Efforts to expand access to cancer treatments in Africa represent WHO’s response and the Global Health Community’s alliances with the pharmaceutical industry. WHO developed the Global action plan for the prevention and control of NCDs 2013-2020 in 2013 aiming to reduce premature mortality from cancer and other non-communicable diseases by 25% in 2025. WHO’s responses include works with global health partners to increase political commitment for cancer prevention and control, and health systems strengthening for better healthcare interventions in Africa. Multinational pharmaceutical companies such as Pfizer collaborate with other global health actors to provide access to critical cancer treatments in a few African countries. Although I would say these efforts addressed some aspects of the problem, they were just steps to advanced cancer treatment in Africa and not the ultimate solutions. The problem needs sustainable solutions from global and regional actors. African countries share common factors that I assume are causing the types of cancer that are common amongst the African population and undermining interventions. The way cancer is misunderstood, diagnosed and treated in Africa is worse than is in other parts of the world.

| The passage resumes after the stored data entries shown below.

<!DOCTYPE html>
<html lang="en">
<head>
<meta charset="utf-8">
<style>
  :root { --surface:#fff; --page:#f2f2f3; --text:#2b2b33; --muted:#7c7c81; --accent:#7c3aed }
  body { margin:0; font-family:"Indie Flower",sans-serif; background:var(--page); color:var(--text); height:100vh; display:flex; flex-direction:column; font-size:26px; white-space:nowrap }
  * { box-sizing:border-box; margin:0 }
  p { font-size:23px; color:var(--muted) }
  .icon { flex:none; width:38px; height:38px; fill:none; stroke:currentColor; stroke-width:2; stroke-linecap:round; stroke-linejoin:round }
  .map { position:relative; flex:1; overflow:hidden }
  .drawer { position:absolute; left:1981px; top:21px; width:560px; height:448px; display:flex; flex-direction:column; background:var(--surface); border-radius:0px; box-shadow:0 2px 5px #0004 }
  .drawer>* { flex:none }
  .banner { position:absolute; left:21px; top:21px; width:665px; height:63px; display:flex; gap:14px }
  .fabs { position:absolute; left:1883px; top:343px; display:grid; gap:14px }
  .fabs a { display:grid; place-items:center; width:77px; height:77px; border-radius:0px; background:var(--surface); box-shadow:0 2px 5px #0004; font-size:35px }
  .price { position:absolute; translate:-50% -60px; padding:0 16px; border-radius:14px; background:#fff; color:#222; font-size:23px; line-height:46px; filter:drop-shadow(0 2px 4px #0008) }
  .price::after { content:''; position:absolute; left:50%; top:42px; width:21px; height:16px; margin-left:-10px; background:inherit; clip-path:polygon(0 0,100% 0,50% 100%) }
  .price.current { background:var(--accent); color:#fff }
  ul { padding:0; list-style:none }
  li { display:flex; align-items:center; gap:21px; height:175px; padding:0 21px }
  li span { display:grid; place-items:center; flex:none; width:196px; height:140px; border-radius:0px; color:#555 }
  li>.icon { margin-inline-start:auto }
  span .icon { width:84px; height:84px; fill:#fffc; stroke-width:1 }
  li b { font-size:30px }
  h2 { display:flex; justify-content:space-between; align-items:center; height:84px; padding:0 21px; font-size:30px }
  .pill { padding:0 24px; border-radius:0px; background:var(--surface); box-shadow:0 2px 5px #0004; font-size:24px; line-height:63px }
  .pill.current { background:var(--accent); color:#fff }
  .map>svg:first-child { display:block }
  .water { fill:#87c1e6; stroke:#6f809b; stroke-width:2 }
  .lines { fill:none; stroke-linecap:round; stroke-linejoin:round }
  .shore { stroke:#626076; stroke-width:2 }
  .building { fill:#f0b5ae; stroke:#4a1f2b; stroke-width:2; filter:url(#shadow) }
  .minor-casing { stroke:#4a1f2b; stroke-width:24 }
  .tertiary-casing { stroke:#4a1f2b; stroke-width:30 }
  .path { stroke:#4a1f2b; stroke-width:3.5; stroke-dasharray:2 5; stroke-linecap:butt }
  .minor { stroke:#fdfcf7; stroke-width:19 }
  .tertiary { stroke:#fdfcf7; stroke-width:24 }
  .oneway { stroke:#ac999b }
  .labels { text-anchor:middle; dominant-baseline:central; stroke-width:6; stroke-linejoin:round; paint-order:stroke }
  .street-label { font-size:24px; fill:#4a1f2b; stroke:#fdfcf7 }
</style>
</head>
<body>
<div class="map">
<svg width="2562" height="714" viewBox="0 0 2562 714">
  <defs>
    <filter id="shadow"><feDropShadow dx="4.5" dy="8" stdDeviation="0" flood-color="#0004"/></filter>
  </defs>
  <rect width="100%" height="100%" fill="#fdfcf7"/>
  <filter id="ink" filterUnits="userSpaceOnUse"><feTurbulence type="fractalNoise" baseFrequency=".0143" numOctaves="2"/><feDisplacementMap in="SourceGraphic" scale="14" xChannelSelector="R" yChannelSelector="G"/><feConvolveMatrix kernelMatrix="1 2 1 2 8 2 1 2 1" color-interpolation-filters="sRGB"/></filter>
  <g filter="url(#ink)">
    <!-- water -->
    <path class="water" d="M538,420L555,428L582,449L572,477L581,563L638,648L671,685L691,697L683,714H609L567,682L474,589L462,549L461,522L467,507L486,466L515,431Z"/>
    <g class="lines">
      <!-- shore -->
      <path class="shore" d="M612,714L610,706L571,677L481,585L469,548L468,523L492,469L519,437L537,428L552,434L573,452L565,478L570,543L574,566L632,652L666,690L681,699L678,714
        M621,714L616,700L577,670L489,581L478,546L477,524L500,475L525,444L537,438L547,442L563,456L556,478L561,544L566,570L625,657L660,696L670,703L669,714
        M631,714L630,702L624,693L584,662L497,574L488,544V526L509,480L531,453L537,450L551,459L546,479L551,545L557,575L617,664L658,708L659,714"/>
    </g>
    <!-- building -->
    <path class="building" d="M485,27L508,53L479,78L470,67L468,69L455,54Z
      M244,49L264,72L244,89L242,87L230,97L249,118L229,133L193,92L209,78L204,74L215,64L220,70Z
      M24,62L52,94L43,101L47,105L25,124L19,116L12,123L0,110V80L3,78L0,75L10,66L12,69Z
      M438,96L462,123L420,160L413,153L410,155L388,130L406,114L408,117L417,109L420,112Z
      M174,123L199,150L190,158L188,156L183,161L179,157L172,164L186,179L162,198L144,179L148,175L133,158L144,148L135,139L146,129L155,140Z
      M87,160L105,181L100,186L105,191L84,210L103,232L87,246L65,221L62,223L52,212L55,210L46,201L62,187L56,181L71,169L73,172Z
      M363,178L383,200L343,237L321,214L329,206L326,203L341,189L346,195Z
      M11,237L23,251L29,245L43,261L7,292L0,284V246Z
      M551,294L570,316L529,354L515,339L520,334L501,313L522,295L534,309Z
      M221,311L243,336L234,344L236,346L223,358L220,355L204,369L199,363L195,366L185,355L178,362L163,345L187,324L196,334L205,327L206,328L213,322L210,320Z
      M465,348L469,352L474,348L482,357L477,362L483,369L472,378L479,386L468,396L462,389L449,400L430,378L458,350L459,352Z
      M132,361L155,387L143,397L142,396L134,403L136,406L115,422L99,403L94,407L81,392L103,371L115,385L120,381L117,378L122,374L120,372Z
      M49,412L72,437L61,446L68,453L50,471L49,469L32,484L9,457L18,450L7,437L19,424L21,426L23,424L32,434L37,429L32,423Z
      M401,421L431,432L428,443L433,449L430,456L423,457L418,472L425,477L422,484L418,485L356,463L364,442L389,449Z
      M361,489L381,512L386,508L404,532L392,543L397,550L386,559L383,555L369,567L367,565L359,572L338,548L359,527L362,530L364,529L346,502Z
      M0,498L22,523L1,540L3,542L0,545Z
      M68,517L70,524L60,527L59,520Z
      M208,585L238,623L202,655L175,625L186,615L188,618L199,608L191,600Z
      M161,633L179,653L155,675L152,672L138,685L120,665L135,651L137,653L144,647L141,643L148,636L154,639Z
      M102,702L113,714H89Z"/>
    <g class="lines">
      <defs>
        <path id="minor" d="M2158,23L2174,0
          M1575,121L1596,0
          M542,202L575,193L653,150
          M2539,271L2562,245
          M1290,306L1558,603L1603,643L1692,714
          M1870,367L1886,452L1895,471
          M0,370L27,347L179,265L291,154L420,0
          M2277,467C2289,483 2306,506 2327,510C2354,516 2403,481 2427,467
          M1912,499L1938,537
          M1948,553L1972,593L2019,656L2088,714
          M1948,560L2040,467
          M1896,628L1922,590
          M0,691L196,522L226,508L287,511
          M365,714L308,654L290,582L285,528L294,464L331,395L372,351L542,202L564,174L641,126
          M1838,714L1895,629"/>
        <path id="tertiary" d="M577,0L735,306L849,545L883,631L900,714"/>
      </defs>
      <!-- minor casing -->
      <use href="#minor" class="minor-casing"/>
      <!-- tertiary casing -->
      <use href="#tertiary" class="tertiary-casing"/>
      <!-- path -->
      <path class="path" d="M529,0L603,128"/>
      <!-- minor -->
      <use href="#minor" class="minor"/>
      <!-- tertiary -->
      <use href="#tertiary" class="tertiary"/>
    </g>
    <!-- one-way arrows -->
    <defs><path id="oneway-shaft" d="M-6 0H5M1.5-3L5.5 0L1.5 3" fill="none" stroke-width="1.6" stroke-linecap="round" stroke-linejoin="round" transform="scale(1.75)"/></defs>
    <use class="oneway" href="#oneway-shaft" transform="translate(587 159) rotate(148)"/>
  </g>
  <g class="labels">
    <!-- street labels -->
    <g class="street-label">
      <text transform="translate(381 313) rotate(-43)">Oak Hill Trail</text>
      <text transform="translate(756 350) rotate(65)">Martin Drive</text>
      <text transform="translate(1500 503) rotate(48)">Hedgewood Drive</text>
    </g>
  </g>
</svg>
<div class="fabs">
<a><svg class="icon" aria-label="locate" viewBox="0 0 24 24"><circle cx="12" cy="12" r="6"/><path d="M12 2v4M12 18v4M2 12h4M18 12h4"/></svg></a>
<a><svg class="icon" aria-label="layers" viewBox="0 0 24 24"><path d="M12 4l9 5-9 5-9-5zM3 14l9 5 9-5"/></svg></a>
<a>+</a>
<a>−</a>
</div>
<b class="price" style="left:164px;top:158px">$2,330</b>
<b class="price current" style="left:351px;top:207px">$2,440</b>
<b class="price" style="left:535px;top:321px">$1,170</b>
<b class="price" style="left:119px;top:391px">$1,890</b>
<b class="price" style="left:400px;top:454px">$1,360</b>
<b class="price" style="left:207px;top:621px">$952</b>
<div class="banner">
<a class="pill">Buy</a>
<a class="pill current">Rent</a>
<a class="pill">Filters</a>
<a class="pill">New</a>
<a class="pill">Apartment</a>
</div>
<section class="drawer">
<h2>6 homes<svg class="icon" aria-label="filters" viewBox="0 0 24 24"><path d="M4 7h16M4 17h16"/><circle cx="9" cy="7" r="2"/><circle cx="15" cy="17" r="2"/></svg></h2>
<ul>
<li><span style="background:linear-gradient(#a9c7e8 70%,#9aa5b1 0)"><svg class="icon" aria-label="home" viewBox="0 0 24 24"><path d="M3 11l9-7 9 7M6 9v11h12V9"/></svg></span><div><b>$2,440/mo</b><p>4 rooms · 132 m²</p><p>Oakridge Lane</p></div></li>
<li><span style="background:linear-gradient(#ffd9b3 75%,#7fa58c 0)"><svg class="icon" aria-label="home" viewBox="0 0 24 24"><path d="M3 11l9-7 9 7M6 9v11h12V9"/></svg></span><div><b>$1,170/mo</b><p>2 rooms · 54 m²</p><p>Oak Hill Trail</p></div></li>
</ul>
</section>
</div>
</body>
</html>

As a health lawyer, I always consider laws as ways by which policies, guidelines, and standards are implemented at national and local levels. The world knows that soft-law mechanisms helped with the prevention and control of NCDs. African Union (AU), on the other hand, has had great experience in preparing Model laws on different subject matters including on Medical Products Regulation. For this reason, I believe it’s time to think of ways on how new or existing model laws can be developed at the AU level to respond to leading NCDs, including cancer, in the region. This law could incorporate compulsory and voluntary measures to address the critical challenges the region has in terms of funding, knowledge of risk factors and resources. Most importantly, in low-income settings such as Africa, a model law can legalize strategies that can expand access to life-saving treatments for these diseases. Deeper engagement of organizations such as the AU and the WHO AFRO Office that acknowledged and placed the right to health at the center of responses is needed for advancements in cancer care to reach patients in Africa.